La mañana siguiente, el sol filtraba alto en la residencia de lord Whitcombe. El salón en el que se encontraban era vasto, con paredes revestidas de madera oscura y tapices franceses que mostraban escenas de cacerías. Una mesa larga, cubierta de mantelería blanca y vajilla de plata, los recibía con una discreta pero exquisita selección de quesos, panes, frutas y copas de vino claro.

Marcos y Gabriel estaban sentados frente al anfitrión, quien mantenía la espalda erguida y una calma imponente en cada gesto.

—Caballeros —dijo lord Whitcombe, con un tono medido pero firme—. He de confesarles que la conversación de anoche me dejó gratamente convencido de su eficacia. Tanto así que deseo encomendarles algo mucho más… sustancial.

Gabriel, que sostenía la copa con serenidad, inclinó apenas la cabeza.
—¿Podría precisar? ¿De qué magnitud estamos hablando?

El aristócrata apoyó los codos en la mesa, entrelazando las manos con gesto solemne. Sus ojos se fijaron en Gabriel como si pesara cada palabra.
—Siete veces más del último encargo.

Marcos, que acababa de llevarse una fruta a la boca, tosió de manera violenta, casi atragantándose. Se llevó la servilleta a los labios y carraspeó con apuro.

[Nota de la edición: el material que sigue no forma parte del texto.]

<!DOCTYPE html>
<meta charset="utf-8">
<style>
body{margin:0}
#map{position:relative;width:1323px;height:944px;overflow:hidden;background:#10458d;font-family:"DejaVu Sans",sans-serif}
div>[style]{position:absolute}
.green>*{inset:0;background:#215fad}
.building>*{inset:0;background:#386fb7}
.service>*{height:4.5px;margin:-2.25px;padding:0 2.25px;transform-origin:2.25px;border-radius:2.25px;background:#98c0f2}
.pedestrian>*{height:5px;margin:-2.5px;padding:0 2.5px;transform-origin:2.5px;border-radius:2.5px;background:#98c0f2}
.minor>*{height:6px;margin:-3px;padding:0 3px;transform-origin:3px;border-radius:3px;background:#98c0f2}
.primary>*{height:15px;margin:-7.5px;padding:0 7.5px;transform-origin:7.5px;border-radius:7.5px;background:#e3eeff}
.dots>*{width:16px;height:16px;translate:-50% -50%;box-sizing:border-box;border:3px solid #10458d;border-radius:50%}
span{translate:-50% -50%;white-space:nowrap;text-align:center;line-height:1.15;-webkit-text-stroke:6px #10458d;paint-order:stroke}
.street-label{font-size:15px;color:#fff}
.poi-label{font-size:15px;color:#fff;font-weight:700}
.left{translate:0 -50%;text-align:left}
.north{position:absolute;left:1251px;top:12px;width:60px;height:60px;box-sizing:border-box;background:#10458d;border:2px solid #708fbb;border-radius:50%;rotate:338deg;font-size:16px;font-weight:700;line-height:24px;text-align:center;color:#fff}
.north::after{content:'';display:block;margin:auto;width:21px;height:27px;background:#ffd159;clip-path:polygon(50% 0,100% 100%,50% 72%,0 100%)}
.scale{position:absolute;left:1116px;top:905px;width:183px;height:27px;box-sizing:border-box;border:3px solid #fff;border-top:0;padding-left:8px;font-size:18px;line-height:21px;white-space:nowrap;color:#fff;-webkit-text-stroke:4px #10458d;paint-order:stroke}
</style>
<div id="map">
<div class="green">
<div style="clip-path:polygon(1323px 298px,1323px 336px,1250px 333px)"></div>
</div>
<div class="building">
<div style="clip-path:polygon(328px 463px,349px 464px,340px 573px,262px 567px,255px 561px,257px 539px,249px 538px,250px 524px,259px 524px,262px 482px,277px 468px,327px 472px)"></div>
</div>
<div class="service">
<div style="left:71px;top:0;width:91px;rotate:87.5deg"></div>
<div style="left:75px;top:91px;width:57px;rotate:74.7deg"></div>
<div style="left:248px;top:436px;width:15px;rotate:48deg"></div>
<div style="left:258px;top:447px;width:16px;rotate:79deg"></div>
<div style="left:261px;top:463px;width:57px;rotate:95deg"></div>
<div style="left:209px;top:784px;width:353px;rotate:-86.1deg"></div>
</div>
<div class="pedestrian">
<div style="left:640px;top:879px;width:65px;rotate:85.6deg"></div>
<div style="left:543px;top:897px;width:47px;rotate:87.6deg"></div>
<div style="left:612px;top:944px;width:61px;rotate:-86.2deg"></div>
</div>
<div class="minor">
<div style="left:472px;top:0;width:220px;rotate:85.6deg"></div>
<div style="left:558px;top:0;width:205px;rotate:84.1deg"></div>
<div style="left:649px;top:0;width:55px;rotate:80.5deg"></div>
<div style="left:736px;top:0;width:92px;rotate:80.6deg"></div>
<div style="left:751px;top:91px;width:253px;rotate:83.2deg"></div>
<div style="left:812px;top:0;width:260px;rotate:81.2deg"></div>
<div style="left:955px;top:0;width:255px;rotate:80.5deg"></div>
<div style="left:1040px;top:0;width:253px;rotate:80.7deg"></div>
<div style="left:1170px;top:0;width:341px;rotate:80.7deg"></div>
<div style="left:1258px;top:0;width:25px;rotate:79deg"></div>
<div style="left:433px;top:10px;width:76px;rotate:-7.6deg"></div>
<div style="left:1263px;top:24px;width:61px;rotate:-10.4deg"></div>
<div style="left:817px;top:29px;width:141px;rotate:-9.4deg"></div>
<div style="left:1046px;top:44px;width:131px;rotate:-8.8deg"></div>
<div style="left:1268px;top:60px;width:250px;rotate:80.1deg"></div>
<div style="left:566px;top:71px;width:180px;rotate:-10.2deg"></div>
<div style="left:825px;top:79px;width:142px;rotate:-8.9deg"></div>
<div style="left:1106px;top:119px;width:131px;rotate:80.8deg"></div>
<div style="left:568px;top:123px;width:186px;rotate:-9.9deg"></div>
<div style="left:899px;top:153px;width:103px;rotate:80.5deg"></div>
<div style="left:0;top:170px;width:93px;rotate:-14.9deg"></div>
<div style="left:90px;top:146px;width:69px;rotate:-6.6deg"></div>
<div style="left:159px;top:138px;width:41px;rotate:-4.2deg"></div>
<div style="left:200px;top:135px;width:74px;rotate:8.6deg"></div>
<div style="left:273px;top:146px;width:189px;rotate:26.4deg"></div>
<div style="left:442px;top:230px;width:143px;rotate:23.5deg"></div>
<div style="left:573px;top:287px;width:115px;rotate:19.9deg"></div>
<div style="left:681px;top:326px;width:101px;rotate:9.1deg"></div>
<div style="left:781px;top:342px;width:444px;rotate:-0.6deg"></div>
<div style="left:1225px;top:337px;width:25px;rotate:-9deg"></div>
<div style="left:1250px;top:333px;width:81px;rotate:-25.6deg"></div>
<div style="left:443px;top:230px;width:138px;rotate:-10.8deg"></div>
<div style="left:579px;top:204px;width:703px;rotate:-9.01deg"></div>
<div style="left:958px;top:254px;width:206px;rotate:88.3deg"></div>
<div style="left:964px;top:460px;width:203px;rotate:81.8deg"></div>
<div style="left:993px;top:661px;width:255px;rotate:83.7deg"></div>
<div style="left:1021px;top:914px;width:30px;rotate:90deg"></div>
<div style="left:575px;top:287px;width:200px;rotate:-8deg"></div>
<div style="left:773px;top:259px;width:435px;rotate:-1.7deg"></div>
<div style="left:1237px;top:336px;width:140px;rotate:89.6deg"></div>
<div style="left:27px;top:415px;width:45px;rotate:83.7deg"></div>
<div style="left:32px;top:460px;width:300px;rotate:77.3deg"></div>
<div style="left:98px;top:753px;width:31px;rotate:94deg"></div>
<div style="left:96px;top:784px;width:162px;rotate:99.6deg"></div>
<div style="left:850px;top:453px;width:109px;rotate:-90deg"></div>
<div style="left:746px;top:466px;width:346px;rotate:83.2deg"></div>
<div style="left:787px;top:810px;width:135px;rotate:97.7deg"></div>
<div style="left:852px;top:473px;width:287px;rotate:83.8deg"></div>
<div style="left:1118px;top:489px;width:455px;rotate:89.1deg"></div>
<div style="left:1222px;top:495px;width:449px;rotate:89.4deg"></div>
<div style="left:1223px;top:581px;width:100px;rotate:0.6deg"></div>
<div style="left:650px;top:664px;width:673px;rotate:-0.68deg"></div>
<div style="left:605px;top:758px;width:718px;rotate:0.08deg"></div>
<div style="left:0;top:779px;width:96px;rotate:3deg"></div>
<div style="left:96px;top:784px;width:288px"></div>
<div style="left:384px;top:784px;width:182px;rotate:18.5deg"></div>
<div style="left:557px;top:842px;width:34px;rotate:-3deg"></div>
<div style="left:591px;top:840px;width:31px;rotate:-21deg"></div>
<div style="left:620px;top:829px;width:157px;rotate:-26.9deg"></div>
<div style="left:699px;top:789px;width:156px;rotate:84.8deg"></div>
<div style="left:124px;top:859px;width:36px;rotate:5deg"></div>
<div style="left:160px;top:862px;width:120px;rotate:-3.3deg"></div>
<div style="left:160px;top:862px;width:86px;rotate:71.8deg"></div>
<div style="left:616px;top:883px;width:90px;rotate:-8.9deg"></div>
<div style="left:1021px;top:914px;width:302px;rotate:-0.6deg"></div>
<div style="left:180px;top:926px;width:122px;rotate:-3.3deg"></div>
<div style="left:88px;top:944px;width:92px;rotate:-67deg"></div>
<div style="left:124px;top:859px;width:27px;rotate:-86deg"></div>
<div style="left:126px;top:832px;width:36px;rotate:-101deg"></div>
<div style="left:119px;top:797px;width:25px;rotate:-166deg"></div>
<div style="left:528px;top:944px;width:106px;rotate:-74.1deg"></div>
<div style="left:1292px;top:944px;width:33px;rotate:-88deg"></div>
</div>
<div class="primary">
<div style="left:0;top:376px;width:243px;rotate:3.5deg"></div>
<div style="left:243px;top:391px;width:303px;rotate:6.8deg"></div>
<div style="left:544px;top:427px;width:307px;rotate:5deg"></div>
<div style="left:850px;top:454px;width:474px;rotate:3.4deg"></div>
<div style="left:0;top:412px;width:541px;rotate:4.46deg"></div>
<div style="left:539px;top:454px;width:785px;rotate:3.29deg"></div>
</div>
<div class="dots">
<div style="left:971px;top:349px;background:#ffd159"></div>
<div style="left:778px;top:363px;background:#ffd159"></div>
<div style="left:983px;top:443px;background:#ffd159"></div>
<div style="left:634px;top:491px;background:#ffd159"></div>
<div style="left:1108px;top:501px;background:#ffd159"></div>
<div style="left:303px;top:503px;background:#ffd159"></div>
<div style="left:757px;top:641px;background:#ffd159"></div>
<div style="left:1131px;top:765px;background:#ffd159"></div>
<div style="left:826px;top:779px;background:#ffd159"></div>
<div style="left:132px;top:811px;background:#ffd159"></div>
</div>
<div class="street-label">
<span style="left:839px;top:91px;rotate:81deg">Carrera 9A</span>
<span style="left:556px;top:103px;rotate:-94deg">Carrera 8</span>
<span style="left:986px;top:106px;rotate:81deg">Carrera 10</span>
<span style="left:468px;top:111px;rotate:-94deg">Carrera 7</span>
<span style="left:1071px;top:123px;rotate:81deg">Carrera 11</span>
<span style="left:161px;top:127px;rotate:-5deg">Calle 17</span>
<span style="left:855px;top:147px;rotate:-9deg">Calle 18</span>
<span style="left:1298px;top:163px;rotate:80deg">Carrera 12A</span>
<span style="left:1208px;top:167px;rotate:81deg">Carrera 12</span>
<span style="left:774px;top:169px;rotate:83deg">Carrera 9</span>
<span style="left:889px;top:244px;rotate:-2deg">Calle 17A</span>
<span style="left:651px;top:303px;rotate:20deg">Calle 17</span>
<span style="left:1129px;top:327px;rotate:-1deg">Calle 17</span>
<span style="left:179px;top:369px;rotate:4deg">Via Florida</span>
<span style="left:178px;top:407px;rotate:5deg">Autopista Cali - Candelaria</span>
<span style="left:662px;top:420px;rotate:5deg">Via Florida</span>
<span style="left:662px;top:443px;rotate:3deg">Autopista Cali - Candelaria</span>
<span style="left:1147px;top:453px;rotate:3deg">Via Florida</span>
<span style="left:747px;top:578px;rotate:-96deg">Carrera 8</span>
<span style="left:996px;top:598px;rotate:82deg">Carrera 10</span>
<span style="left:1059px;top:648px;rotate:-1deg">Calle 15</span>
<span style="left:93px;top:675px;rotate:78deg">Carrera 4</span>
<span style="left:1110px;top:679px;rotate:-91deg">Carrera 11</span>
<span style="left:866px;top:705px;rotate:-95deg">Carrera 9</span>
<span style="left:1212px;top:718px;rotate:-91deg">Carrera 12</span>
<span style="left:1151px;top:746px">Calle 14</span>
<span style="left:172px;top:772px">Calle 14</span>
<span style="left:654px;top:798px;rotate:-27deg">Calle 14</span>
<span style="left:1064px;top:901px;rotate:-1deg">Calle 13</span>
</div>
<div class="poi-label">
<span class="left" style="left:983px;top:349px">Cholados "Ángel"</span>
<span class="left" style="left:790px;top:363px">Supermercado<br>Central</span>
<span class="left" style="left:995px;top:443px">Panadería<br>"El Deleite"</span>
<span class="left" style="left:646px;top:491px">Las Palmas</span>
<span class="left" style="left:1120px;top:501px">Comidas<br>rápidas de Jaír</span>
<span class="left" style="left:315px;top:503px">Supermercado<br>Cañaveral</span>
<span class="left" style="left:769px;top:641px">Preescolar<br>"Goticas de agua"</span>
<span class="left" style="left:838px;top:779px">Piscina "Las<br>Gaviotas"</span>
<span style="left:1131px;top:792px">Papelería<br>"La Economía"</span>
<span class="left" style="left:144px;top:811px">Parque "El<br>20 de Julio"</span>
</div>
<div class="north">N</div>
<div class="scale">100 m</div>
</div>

Lord Whitcombe arqueó una ceja, divertido.
—Es en serio, joven.

El calor subió a las mejillas de Marcos, que se acomodó en la silla, mirando de reojo a Gabriel. Este mantenía el rostro inmutable, aunque en sus ojos se notaba un destello de sorpresa que sabía disimular con maestría.

Marcos respiró hondo, recuperando la compostura, y murmuró con un intento de sonrisa
—Supongo que, será un verdadero desafío.

El lord esbozó una sonrisa fina, como si esperara precisamente esa respuesta.

Gabriel dejó con calma la copa sobre la mesa y entrelazó los dedos.
—Un volumen siete veces mayor —dijo despacio— requiere, por supuesto, ajustar tiempos de entrega, asegurar rutas libres de contratiempos y prever garantías sólidas para que no haya demoras. No me interesa aceptar un compromiso de esta magnitud si no estamos completamente seguros de poder cumplirlo.